▶ [Directions]
Copy the lines below, word for word, from the first through the line containing "function paint(path, color)". Leave the pictures out.

Stored items
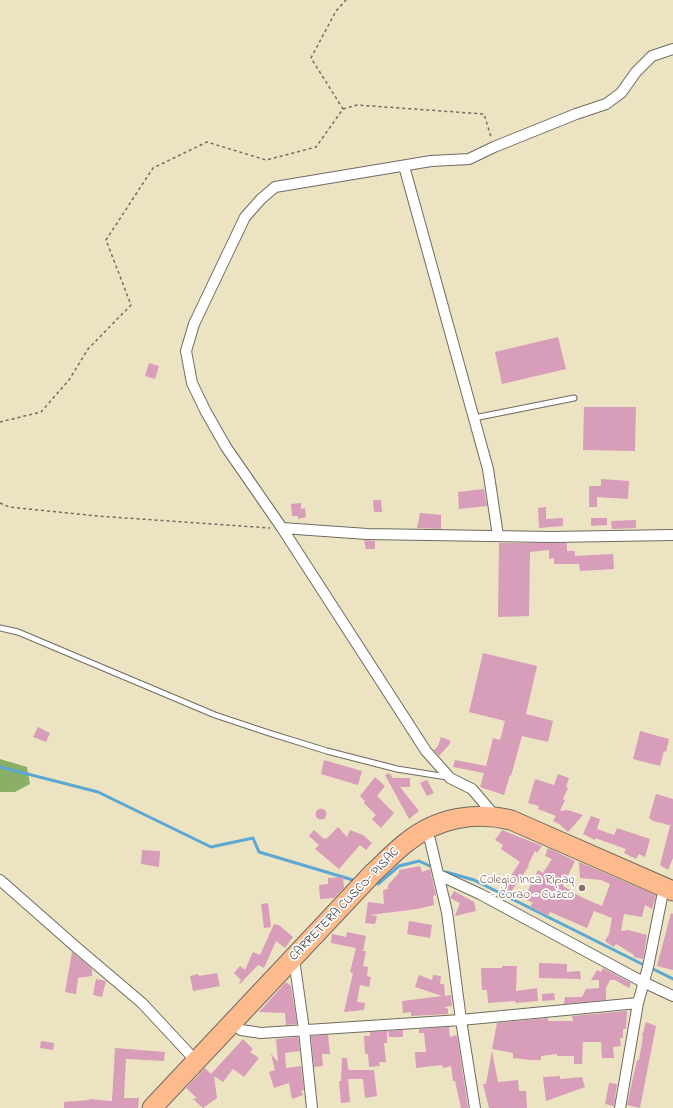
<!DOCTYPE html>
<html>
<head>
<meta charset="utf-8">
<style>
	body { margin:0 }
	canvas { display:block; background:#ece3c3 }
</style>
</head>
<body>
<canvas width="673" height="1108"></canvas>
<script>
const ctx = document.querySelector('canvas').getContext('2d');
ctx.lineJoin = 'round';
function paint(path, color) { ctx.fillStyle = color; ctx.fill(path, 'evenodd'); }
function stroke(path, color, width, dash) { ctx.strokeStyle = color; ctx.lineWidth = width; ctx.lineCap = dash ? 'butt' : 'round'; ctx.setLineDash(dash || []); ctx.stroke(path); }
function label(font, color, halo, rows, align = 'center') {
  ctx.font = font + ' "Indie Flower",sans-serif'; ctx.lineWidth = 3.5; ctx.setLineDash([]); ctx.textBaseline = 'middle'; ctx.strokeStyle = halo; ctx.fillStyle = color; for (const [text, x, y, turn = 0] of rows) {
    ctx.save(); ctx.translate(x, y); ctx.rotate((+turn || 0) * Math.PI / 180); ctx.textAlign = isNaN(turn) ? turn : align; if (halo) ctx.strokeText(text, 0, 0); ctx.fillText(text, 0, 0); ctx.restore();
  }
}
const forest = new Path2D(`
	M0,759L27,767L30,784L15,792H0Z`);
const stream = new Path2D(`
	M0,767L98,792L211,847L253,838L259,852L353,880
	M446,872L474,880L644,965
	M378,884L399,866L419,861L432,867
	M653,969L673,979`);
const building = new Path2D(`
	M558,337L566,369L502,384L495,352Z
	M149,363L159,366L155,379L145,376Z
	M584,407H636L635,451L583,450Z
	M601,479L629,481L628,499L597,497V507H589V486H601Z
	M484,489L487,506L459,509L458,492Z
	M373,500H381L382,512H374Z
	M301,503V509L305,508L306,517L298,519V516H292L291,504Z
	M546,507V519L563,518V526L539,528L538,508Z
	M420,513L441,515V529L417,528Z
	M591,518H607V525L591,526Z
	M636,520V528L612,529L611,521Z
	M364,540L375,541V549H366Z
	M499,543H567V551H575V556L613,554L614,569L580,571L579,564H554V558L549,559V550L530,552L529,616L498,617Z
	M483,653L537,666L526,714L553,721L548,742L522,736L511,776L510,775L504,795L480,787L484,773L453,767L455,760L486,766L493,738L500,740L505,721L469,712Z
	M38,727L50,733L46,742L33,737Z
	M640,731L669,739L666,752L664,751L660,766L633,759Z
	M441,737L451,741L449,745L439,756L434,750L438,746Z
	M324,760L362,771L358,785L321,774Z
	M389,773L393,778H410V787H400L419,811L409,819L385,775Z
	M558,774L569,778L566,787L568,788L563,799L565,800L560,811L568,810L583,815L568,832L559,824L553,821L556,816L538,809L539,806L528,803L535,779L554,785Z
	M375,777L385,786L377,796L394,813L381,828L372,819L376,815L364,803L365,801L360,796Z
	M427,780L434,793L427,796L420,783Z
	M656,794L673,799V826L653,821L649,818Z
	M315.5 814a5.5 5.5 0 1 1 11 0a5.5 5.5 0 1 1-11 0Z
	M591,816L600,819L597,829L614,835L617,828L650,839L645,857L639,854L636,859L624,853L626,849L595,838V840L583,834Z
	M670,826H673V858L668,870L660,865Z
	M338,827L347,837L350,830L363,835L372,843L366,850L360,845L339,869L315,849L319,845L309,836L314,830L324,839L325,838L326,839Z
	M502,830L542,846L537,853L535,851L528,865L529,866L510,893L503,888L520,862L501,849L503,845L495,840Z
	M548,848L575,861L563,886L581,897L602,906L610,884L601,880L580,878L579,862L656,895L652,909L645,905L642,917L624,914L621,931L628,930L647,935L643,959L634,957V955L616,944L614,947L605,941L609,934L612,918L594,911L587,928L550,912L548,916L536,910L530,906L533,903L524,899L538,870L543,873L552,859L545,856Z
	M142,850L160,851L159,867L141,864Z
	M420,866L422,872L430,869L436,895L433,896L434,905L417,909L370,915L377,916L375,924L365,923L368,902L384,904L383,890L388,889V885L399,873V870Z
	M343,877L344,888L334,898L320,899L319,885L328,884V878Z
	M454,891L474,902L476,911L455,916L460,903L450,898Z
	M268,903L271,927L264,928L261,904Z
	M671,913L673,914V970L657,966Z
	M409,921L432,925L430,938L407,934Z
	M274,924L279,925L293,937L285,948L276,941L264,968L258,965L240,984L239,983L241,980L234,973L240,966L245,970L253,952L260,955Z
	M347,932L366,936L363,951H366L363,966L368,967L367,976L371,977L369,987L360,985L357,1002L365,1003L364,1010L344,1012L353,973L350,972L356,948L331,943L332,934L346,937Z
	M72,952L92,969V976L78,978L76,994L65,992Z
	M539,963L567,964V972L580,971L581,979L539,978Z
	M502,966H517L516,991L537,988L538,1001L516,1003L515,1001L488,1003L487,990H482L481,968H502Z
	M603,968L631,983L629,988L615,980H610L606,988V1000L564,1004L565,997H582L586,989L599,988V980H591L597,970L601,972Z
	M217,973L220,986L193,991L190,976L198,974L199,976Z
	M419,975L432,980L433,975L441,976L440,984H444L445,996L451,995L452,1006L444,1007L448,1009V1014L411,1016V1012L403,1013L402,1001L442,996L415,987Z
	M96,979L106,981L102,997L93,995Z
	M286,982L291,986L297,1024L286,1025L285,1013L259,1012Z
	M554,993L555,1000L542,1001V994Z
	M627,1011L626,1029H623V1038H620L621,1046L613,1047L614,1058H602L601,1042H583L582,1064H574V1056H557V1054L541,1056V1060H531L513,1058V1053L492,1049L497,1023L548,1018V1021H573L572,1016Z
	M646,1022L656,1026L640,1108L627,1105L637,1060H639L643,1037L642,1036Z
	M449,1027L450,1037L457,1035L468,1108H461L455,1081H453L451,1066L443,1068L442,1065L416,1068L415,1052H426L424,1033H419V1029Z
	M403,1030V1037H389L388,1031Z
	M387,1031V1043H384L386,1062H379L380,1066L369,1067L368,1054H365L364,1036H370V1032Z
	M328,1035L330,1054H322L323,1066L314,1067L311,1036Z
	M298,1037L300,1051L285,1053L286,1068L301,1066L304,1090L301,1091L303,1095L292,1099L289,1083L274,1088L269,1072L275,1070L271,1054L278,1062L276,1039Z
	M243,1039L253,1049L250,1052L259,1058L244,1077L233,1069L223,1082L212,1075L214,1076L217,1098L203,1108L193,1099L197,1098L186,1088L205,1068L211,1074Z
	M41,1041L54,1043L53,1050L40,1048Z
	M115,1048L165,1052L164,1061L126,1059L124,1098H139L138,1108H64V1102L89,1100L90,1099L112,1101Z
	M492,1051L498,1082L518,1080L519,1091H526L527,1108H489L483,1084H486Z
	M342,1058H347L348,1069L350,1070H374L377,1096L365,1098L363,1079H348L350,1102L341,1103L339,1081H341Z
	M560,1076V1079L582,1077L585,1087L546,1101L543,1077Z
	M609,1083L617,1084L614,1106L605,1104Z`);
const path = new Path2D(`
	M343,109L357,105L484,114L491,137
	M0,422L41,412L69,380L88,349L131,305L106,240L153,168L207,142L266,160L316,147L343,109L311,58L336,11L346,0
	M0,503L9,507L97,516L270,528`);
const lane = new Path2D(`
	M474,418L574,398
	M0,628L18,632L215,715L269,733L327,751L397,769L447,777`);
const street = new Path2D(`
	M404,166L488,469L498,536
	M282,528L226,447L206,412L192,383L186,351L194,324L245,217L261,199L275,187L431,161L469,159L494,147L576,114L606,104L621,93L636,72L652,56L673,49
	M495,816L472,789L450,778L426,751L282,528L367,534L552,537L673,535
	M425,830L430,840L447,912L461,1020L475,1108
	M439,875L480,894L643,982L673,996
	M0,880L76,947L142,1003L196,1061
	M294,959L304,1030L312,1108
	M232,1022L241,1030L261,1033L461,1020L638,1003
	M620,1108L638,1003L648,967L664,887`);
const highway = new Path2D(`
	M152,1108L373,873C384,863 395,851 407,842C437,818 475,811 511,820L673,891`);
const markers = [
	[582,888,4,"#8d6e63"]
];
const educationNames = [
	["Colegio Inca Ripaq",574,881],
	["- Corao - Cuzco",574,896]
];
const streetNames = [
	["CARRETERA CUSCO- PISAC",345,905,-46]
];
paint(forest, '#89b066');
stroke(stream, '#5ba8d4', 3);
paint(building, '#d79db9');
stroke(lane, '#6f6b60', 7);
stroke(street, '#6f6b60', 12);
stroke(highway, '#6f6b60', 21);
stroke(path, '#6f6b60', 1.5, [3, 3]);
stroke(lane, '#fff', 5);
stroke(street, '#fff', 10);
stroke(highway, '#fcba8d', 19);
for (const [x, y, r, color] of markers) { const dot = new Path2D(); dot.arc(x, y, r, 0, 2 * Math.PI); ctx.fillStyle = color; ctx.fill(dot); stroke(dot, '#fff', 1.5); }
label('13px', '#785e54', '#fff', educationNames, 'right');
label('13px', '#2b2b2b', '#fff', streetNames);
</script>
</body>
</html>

▶ [Response]
<!DOCTYPE html>
<html>
<head>
<meta charset="utf-8">
<style>
	body { margin:0 }
	canvas { display:block; background:#ece3c3 }
</style>
</head>
<body>
<canvas width="673" height="1108"></canvas>
<script>
const ctx = document.querySelector('canvas').getContext('2d');
ctx.lineJoin = 'round';
function paint(path, color) { ctx.fillStyle = color; ctx.fill(path, 'evenodd'); }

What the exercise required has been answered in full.